WORK ORDER:
The answer should contain only the lines running from the line with "I am building" to the end of the material, reproduced verbatim.

SOURCE RECORDS:
╔══

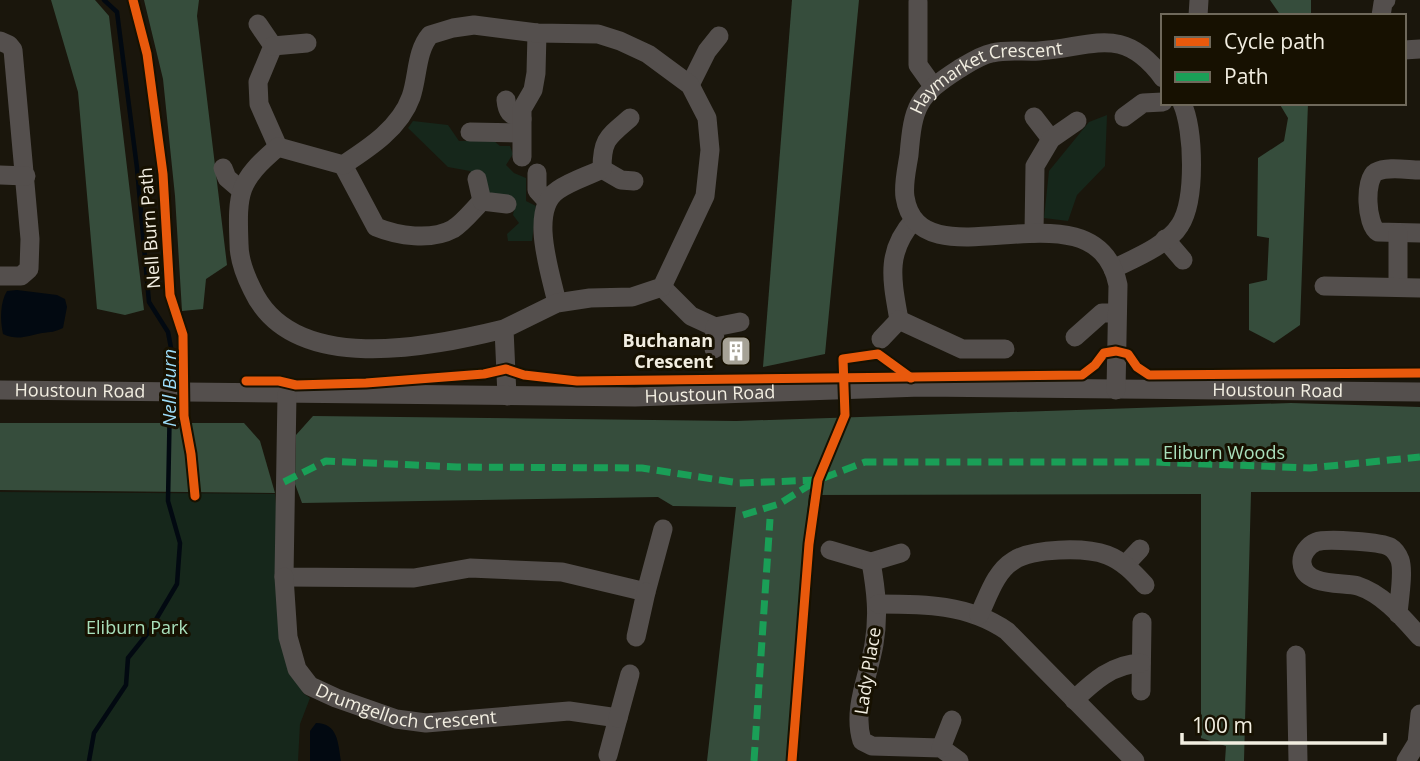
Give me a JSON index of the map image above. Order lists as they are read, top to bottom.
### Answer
{
  "streets": {
    "street": [
      "Haymarket Crescent",
      "Houstoun Road",
      "Lady Place",
      "Drumgelloch Crescent"
    ],
    "cycle path": ["Nell Burn Path"]
  },
  "crossings": [
    ["Houstoun Road", "Drumgelloch Crescent"]
  ],
  "water": ["Nell Burn"],
  "parks": ["Eliburn Woods", "Eliburn Park"],
  "places": {
    "building": ["Buchanan Crescent"]
  },
  "legend": ["Cycle path", "Path"],
  "scale_bar": "100 m"
}
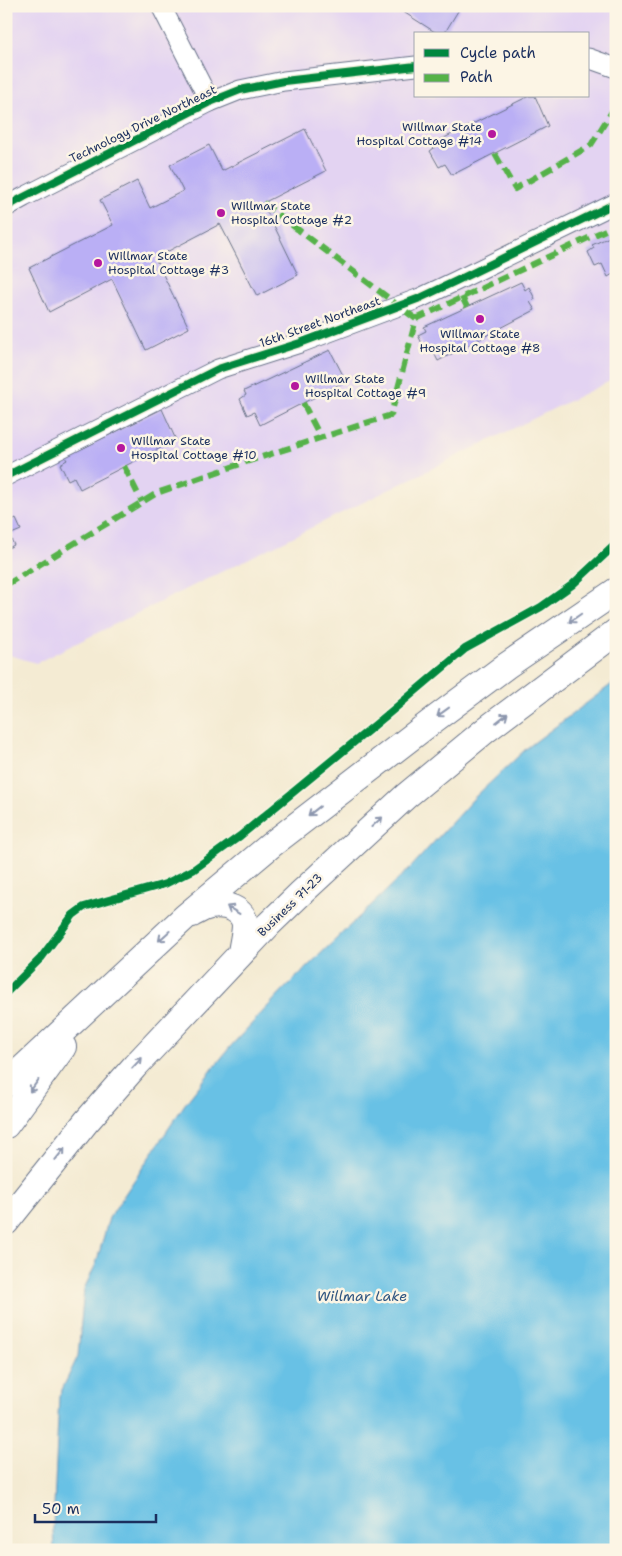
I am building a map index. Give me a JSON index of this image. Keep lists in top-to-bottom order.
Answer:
{
  "streets": {
    "highway": ["Business 71-23"],
    "street": ["Technology Drive Northeast", "16th Street Northeast"]
  },
  "water": ["Willmar Lake"],
  "places": [
    "Willmar State Hospital Cottage #14",
    "Willmar State Hospital Cottage #2",
    "Willmar State Hospital Cottage #3",
    "Willmar State Hospital Cottage #8",
    "Willmar State Hospital Cottage #9",
    "Willmar State Hospital Cottage #10"
  ],
  "legend": ["Cycle path", "Path"],
  "scale_bar": "50 m"
}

╚══

TASK RESPONSE:
I am building a map index. Give me a JSON index of this image. Keep lists in top-to-bottom order.
Answer:
{
  "streets": {
    "highway": ["Business 71-23"],
    "street": ["Technology Drive Northeast", "16th Street Northeast"]
  },
  "water": ["Willmar Lake"],
  "places": [
    "Willmar State Hospital Cottage #14",
    "Willmar State Hospital Cottage #2",
    "Willmar State Hospital Cottage #3",
    "Willmar State Hospital Cottage #8",
    "Willmar State Hospital Cottage #9",
    "Willmar State Hospital Cottage #10"
  ],
  "legend": ["Cycle path", "Path"],
  "scale_bar": "50 m"
}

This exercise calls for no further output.